## Problem
Each entry that follows is to be copied exactly, minus any pictures.

::: Source material

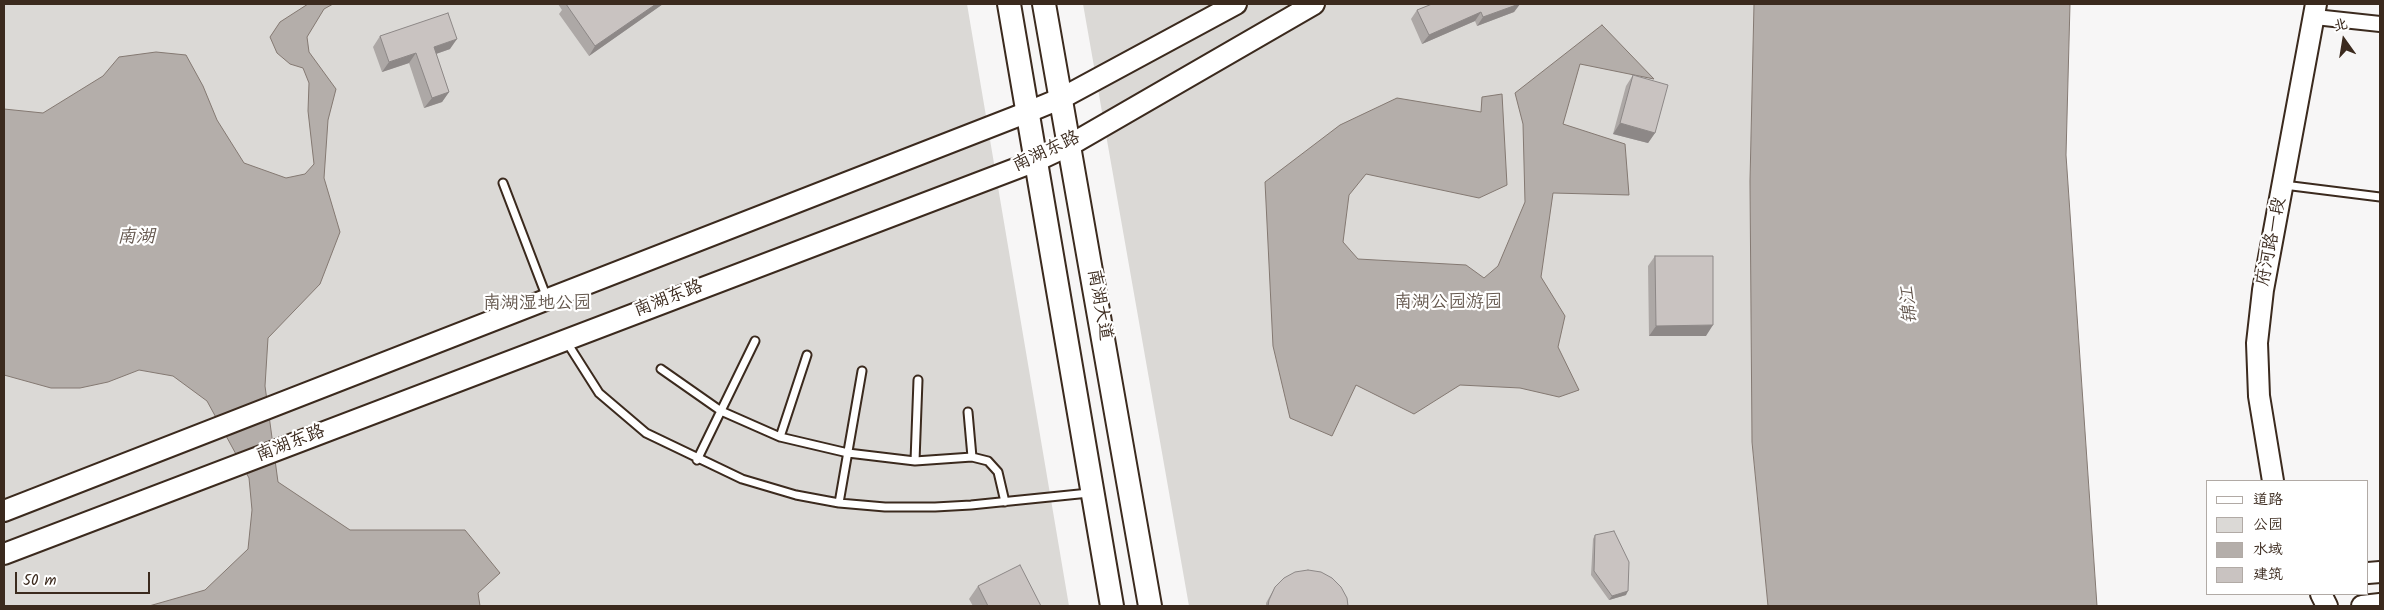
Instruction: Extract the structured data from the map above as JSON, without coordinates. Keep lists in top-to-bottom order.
{
  "streets": {
    "main road": ["南湖东路", "府河路一段", "南湖大道"]
  },
  "crossings": [
    ["南湖东路", "南湖大道"]
  ],
  "water": ["南湖", "锦江"],
  "parks": ["南湖公园游园", "南湖湿地公园"],
  "legend": [
    "道路",
    "公园",
    "水域",
    "建筑"
  ],
  "scale_bar": "50 m",
  "north": "top"
}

::::::

## Final answer
Instruction: Extract the structured data from the map above as JSON, without coordinates. Keep lists in top-to-bottom order.
{
  "streets": {
    "main road": ["南湖东路", "府河路一段", "南湖大道"]
  },
  "crossings": [
    ["南湖东路", "南湖大道"]
  ],
  "water": ["南湖", "锦江"],
  "parks": ["南湖公园游园", "南湖湿地公园"],
  "legend": [
    "道路",
    "公园",
    "水域",
    "建筑"
  ],
  "scale_bar": "50 m",
  "north": "top"
}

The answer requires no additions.